▼
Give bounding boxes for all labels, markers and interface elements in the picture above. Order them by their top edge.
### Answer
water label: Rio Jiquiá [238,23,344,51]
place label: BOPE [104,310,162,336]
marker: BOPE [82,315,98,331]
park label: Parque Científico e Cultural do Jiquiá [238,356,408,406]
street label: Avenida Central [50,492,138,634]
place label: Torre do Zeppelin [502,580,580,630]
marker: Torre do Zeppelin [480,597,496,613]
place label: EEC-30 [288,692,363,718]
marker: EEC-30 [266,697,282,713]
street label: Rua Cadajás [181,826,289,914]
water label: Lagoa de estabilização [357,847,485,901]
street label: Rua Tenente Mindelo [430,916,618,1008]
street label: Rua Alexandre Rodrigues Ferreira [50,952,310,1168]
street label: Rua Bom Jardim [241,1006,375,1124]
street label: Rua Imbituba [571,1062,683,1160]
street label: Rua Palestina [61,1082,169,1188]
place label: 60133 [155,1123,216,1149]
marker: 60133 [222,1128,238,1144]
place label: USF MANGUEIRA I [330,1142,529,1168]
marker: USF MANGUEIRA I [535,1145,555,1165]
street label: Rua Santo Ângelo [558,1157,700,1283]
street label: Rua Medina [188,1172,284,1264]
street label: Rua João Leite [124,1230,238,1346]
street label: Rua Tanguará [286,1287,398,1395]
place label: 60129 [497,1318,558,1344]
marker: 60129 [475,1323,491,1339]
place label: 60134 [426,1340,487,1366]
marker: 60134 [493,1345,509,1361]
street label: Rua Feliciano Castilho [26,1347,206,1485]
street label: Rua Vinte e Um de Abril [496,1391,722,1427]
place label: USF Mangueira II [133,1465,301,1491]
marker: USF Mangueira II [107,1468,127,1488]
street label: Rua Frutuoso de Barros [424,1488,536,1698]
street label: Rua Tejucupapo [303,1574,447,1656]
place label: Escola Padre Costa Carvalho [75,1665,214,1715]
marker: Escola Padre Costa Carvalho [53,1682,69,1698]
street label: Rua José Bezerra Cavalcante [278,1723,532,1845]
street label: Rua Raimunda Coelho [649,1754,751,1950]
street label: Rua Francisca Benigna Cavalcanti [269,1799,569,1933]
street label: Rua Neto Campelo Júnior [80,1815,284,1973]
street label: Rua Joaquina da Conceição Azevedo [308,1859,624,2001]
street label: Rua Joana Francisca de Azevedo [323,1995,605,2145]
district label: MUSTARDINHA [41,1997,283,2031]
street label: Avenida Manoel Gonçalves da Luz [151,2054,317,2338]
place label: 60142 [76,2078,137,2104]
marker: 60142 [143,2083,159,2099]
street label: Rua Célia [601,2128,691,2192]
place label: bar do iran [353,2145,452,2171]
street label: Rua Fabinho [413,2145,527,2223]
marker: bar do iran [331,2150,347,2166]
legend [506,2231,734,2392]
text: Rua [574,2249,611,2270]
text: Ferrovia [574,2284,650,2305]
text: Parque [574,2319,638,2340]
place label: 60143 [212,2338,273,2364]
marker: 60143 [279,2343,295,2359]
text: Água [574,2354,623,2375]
▲
# [WORK REQUEST]
An exact repetition of all the entries is required.

# [FINISHED TASK]
Give bounding boxes for all labels, markers and interface elements in the picture above. Order them by their top edge.
### Answer
water label: Rio Jiquiá [238,23,344,51]
place label: BOPE [104,310,162,336]
marker: BOPE [82,315,98,331]
park label: Parque Científico e Cultural do Jiquiá [238,356,408,406]
street label: Avenida Central [50,492,138,634]
place label: Torre do Zeppelin [502,580,580,630]
marker: Torre do Zeppelin [480,597,496,613]
place label: EEC-30 [288,692,363,718]
marker: EEC-30 [266,697,282,713]
street label: Rua Cadajás [181,826,289,914]
water label: Lagoa de estabilização [357,847,485,901]
street label: Rua Tenente Mindelo [430,916,618,1008]
street label: Rua Alexandre Rodrigues Ferreira [50,952,310,1168]
street label: Rua Bom Jardim [241,1006,375,1124]
street label: Rua Imbituba [571,1062,683,1160]
street label: Rua Palestina [61,1082,169,1188]
place label: 60133 [155,1123,216,1149]
marker: 60133 [222,1128,238,1144]
place label: USF MANGUEIRA I [330,1142,529,1168]
marker: USF MANGUEIRA I [535,1145,555,1165]
street label: Rua Santo Ângelo [558,1157,700,1283]
street label: Rua Medina [188,1172,284,1264]
street label: Rua João Leite [124,1230,238,1346]
street label: Rua Tanguará [286,1287,398,1395]
place label: 60129 [497,1318,558,1344]
marker: 60129 [475,1323,491,1339]
place label: 60134 [426,1340,487,1366]
marker: 60134 [493,1345,509,1361]
street label: Rua Feliciano Castilho [26,1347,206,1485]
street label: Rua Vinte e Um de Abril [496,1391,722,1427]
place label: USF Mangueira II [133,1465,301,1491]
marker: USF Mangueira II [107,1468,127,1488]
street label: Rua Frutuoso de Barros [424,1488,536,1698]
street label: Rua Tejucupapo [303,1574,447,1656]
place label: Escola Padre Costa Carvalho [75,1665,214,1715]
marker: Escola Padre Costa Carvalho [53,1682,69,1698]
street label: Rua José Bezerra Cavalcante [278,1723,532,1845]
street label: Rua Raimunda Coelho [649,1754,751,1950]
street label: Rua Francisca Benigna Cavalcanti [269,1799,569,1933]
street label: Rua Neto Campelo Júnior [80,1815,284,1973]
street label: Rua Joaquina da Conceição Azevedo [308,1859,624,2001]
street label: Rua Joana Francisca de Azevedo [323,1995,605,2145]
district label: MUSTARDINHA [41,1997,283,2031]
street label: Avenida Manoel Gonçalves da Luz [151,2054,317,2338]
place label: 60142 [76,2078,137,2104]
marker: 60142 [143,2083,159,2099]
street label: Rua Célia [601,2128,691,2192]
place label: bar do iran [353,2145,452,2171]
street label: Rua Fabinho [413,2145,527,2223]
marker: bar do iran [331,2150,347,2166]
legend [506,2231,734,2392]
text: Rua [574,2249,611,2270]
text: Ferrovia [574,2284,650,2305]
text: Parque [574,2319,638,2340]
place label: 60143 [212,2338,273,2364]
marker: 60143 [279,2343,295,2359]
text: Água [574,2354,623,2375]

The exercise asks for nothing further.